KIT: Roden 1/72 SdKfz 234/2 'Puma'
KIT #: 705
PRICE: $7.98 MSRP ($6.96  from Squadron)
DECALS: Two options
REVIEWER: Scott Van Aken

The first few years of WWII were a time of triumph for German heavy reconnaissance 8-Rad armored cars. They were designed to support infantry troops on the battlefield and provide wireless radio communication between fighting units in action; but they also carried heavy weaponry and were ideal for modification for tactical purposes.

However the 8-Rad type armored cars did possess some shortcomings. For heavy armored cars they were underpowered, and were lacking in armor. On the 5th August 1940 the Armament Commission placed an order for a new armored car. As the Germans were waging war on several fronts, including Africa, where armored cars with water-cooled engines were especially vulnerable, the new model needed to be equipped with a powerful air-cooled engine. Furthermore, designers were pressed to reduce axle ground clearance, as the rather high 8-Rad armored cars were easy targets for enemy artillery.

The Bussing-NAG factory was responsible for vehicle design, and the Czech Tatra concern for engine development, and its series production. In 1942 the prototype was nearly ready, but the demanding specifications caused delays in engine development.

In 1943 the situation on the battlefield took a crucial turn, but not in the Germans' favor. German armored cars were being destroyed in combat; meanwhile the army required a large output of new tanks. Plants manufacturing the old Sd.Kfz.232 (8-Rad) armored car were not able to immediately switch production facilities to production of a new model. All of this became a serious obstacle for Sd.Kfz.234/2 (later nicknamed the Puma) production. The initial plan was to produce at least 80 cars per month by mid 1943, however this was never realized.

The Sd.Kfz.234/2 Puma had little in common with its predecessor. It was similar in concept but overall a completely new car. The powerful high-rotation Tatra 103 engine (eventually brought to operational reliability) allowed this armored car to make 90 km/h, and the huge 360 liter fuel tank increased its range to 1000 km. The Puma was the heaviest armored car of WWII, weighing over 11 tones. In comparison with the older Sd.Kfz.232 (8-Rad) cars the Puma had been slimmed down, particularly in respect of ground clearance, according to requirements. The Puma was armed with a 50-mm KwK39/1 gun with full 360 degree rotation, installed so as to allow a good vertical arc of fire. The armored body was several times thicker in comparison with the Sd.Kfz.232 (8-Rad), especially in front.

Sd.Kfz.234/2 Puma production ran into difficulties and only a rather small number of them was produced, 101. Nevertheless they did fight during WWII, with the panzer divisions in Normandy. This impressive car had not realized its full capability, but its combat performance showed exciting potential. After tests in the British and USA ordnance yards it was judged by the Allies to be the best armored car of the WWII era.

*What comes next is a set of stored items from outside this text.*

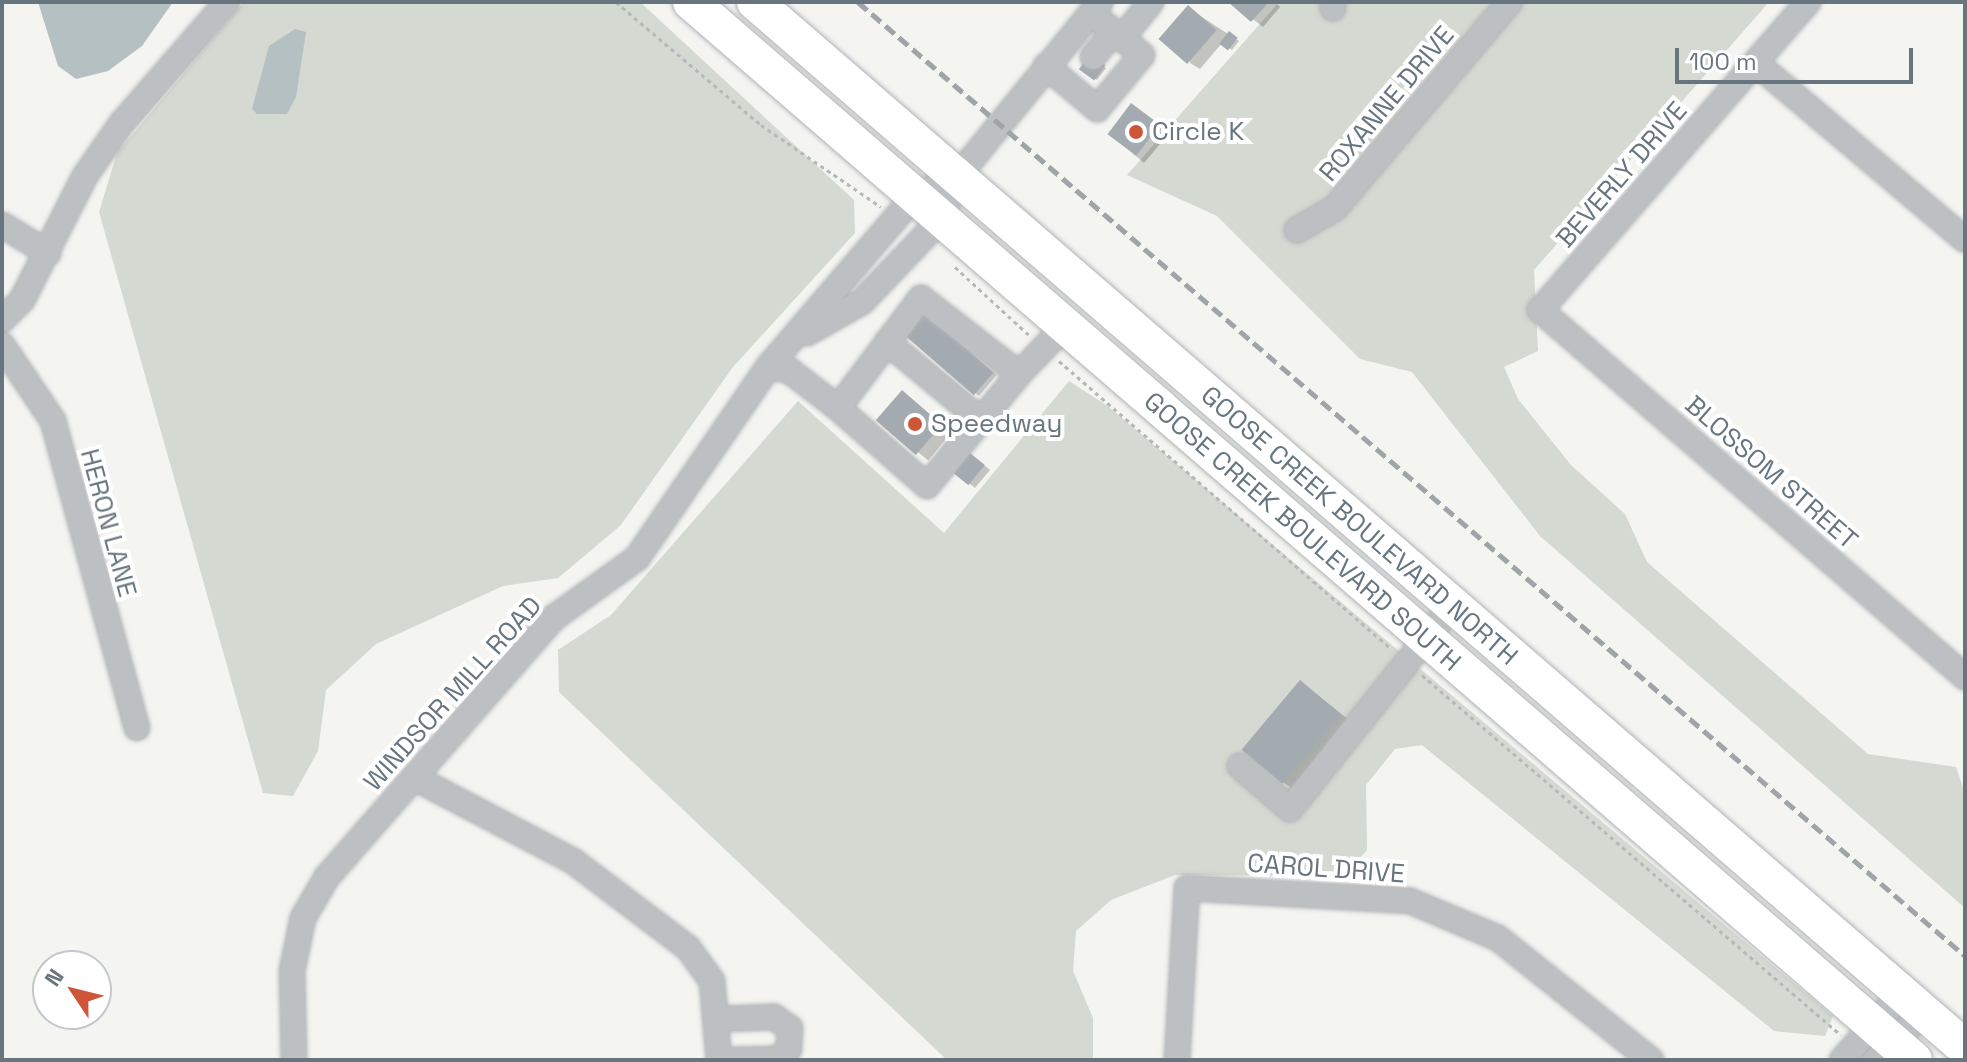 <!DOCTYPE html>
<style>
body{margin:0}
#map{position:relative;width:1967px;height:1062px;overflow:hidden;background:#f4f4f1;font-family:"Space Grotesk",sans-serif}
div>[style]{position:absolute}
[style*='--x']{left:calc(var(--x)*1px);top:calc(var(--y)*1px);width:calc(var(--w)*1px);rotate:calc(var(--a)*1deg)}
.green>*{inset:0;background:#d4d9d1}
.water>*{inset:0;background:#b5c0c3}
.shadow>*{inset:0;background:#0003;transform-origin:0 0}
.building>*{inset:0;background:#a4abb0;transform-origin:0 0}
.path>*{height:3px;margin-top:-1.5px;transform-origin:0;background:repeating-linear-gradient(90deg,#b6b9bb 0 4px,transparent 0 8px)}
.roads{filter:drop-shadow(0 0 2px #b0b3b6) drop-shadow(0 0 2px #b0b3b6)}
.minor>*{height:24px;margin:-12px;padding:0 12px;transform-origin:12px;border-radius:12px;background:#bcc0c3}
.highway>*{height:36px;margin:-18px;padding:0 18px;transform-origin:18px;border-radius:18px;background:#fff}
.rail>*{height:5px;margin-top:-2.5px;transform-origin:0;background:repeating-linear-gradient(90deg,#9ea4a8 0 12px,transparent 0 18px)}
.dots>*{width:22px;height:22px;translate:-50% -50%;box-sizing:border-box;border:4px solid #fff;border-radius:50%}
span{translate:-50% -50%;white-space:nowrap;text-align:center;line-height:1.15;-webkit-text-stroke:8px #fff;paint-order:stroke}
.street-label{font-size:26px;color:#67757f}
.poi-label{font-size:26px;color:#67757f}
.left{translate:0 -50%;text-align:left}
.frame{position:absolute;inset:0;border:4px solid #67757f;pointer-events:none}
.north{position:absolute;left:32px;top:950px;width:80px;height:80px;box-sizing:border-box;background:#fff;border:2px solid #c2c8cc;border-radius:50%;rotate:305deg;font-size:22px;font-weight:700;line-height:32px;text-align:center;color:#67757f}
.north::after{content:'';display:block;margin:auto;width:28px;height:36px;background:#ce5537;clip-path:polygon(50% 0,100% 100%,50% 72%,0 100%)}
.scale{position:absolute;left:1675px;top:48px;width:238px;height:36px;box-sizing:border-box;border:4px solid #67757f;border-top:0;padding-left:10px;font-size:24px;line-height:28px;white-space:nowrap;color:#67757f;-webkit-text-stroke:6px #fff;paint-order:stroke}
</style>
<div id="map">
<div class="green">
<div style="clip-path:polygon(244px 2px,640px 2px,854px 200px,855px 233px,733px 367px,620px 526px,558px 578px,503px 586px,376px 644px,326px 690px,318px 751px,293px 796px,263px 793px,99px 212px,117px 153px)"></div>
<div style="clip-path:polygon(1279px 2px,1769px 2px,1534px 270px,1538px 351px,1504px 367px,1518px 399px,1571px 465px,1625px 514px,1647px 562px,1868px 754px,1956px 767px,1965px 793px,1965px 908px,1540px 536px,1412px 372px,1360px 359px,1217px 216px,1127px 175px)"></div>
<div style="clip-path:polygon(1069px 381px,1109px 407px,1833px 1016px,1825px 1036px,1774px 1031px,1422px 745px,1395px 749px,1366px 785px,1367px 850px,1344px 876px,1175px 875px,1111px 900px,1076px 931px,1073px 971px,1093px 1018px,1093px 1060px,947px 1060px,559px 692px,558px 650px,611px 615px,798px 401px,944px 533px)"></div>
</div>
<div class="water">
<div style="clip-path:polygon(38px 2px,173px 2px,142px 46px,108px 71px,76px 79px,58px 66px)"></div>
<div style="clip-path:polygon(295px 29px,306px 32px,296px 97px,287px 114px,257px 114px,252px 109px,269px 46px)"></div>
</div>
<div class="shadow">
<div style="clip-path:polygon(1231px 2px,1275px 2px,1280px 7px,1263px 27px)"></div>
<div style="clip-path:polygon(1188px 8px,1239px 41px,1232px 50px,1222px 43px,1200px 69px,1190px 63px)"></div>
<div style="clip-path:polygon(1093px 59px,1106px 68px,1097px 80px,1082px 69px)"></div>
<div style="clip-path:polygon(1136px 107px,1170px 132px,1144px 163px,1109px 133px)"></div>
<div style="left:921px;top:311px;width:99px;height:28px;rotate:40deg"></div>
<div style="left:902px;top:393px;width:63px;height:36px;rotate:39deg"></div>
<div style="clip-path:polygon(977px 459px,990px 470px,975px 488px,956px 473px)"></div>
<div style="clip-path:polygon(1301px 682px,1354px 724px,1297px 791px,1282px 782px)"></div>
</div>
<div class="building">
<div style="clip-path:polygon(1228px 2px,1269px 2px,1251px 22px)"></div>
<div style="left:1188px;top:5px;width:38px;height:45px;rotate:41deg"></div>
<div style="left:1229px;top:31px;width:11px;height:16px;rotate:38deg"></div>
<div style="left:1090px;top:54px;width:19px;height:19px;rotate:36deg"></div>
<div style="left:1131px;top:103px;width:36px;height:39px;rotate:37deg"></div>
<div style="left:918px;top:307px;width:100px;height:30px;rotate:41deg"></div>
<div style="left:902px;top:390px;width:53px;height:40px;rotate:41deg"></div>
<div style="left:970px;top:453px;width:19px;height:26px;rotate:39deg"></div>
<div style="left:1300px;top:680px;width:53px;height:91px;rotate:40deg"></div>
</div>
<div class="path">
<div style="--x:616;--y:2;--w:190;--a:40.3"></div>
<div style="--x:761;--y:125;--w:145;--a:34.3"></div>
<div style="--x:955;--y:267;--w:100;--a:42.6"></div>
<div style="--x:1059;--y:361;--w:440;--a:40.9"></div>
<div style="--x:1422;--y:675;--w:552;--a:40.67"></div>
</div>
<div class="roads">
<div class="minor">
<div style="--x:1332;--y:2;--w:6;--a:81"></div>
<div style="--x:1808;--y:2;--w:408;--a:131"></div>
<div style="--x:1540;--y:310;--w:562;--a:40.81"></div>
<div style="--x:1122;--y:38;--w:46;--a:-51.1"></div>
<div style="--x:1093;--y:57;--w:33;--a:-50"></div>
<div style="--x:1757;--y:64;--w:272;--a:40.2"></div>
<div style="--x:1046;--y:66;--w:67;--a:40.1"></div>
<div style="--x:1097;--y:109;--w:70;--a:-50.2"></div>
<div style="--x:1142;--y:55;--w:66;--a:-140.5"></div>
<div style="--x:2;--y:225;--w:54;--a:31.3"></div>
<div style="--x:1297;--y:230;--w:44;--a:-30.1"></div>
<div style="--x:1335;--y:208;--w:270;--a:-49.7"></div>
<div style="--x:2;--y:320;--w:28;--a:-45"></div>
<div style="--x:22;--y:300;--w:139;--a:-63.1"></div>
<div style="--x:85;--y:176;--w:65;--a:-55.1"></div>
<div style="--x:122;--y:123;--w:160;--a:-49"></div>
<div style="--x:807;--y:333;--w:63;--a:-29.4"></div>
<div style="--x:862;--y:302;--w:115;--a:-46.4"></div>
<div style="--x:941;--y:219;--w:45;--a:-69.1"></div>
<div style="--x:957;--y:177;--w:226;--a:-50.7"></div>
<div style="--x:887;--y:342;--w:122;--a:39.7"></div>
<div style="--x:981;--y:420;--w:60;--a:-50.4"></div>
<div style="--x:2;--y:345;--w:92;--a:56.1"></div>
<div style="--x:53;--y:421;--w:318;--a:74.7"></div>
<div style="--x:769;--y:366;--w:22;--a:13"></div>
<div style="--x:790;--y:371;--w:61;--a:37.6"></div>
<div style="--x:838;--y:408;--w:138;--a:-53"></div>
<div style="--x:921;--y:298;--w:124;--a:37.8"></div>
<div style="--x:1019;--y:374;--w:65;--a:-46.2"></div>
<div style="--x:838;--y:408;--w:118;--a:41.2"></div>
<div style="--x:927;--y:486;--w:85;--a:-50.7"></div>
<div style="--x:1240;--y:766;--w:66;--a:40.7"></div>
<div style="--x:1290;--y:809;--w:260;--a:-51.4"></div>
<div style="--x:415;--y:778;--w:178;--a:27.7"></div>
<div style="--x:573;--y:861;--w:144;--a:37.1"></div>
<div style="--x:688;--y:948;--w:41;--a:54"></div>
<div style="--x:712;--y:981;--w:79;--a:84.9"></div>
<div style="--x:720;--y:1019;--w:54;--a:-2.1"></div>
<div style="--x:774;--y:1017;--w:19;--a:35"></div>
<div style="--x:790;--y:1028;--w:21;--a:93"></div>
<div style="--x:789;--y:1049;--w:16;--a:140"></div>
<div style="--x:777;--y:1059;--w:45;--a:178.7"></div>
<div style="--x:294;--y:1060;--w:89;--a:-91.3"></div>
<div style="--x:292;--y:971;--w:54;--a:-78.3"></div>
<div style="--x:303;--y:918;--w:48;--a:-59.7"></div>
<div style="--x:327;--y:877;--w:346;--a:-48.8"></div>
<div style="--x:555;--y:617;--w:101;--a:-35.7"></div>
<div style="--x:637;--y:558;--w:233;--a:-55.5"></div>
<div style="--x:769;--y:366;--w:223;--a:-49.4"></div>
<div style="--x:914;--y:197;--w:47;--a:-24.9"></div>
<div style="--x:1177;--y:1060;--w:172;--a:-86.7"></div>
<div style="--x:1187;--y:888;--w:223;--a:3.3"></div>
<div style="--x:1410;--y:901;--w:95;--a:22.8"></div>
<div style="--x:1498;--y:938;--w:196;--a:38.6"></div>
<div style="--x:1842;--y:1060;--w:90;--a:-48.2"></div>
<div style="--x:1876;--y:1060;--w:68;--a:-45"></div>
</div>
<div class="highway">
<div style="--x:691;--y:2;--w:1617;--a:40.86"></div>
<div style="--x:755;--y:2;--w:1599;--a:40.84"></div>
</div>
</div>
<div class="rail">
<div style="--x:858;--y:2;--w:1461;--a:40.75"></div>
</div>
<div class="dots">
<div style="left:1136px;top:132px;background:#ce5537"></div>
<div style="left:915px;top:424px;background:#ce5537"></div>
</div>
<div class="street-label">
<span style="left:1387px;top:104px;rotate:-50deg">ROXANNE DRIVE</span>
<span style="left:1622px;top:175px;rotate:-49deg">BEVERLY DRIVE</span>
<span style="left:1771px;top:473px;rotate:41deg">BLOSSOM STREET</span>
<span style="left:108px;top:523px;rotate:75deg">HERON LANE</span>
<span style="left:1359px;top:526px;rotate:41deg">GOOSE CREEK BOULEVARD NORTH</span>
<span style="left:1302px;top:532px;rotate:41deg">GOOSE CREEK BOULEVARD SOUTH</span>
<span style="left:453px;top:694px;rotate:-48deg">WINDSOR MILL ROAD</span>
<span style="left:1326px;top:869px;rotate:4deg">CAROL DRIVE</span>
</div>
<div class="poi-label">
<span class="left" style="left:1152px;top:132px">Circle K</span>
<span class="left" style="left:931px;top:424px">Speedway</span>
</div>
<div class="frame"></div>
<div class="north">N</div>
<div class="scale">100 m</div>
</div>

When you first look at the sprues, you could think that this is just another one of their earlier SdKfz 231 series of 8-wheeled armored cars. However, the 234 was a completely different animal. Though the 8 wheel design was the same, the 234 was larger, had a more powerful engine and was much better armed and armored. That being the case, the only sprues that you might think would be the same would be the chassis, but even that is all new in this kit. The image above is from the Roden web site, but the kit I have has these suspension bits in black plastic. Each of the wheels comes in two halves, just to add to the complication. There are also individual suspension bits instead of having a number of these molded into one piece. While this will make construction a bit fussy, it will also make it a lot more accurate in terms of the real vehicle.

Those who are familiar with the SdKfz 234 will know that there were basically four models and this is the /2 version with the 50mm cannon. You can be sure that the other versions will be kitted as all that Roden has to do is to change the sprue on the far right to match with what was installed in terms of armament. The kit itself is well molded with no flash, no discernable sink areas and no problems with ejector pins. The instructions are excellent as with all Roden kits, providing concise and clearly-drawn construction steps that provide painting info where required. The color references are for Humbrol paints and generic names are given as well. Decals are well printed and offer markings for two vehicles, both from France in 1944. They are in Panzer Yellow with Green camouflage done in different variations on both vehicles. There is a color paint and decal guide on the back of the box.


I know that I sound like a parrot when talking about Roden kits, but the truth is they are well done with a high level of detail. What's more they are competitively priced and offer an excellent value for the money. If you are a 1/72 armor modeler or just looking for something a bit different from what you are currently doing, then this kit is one that you really should look into.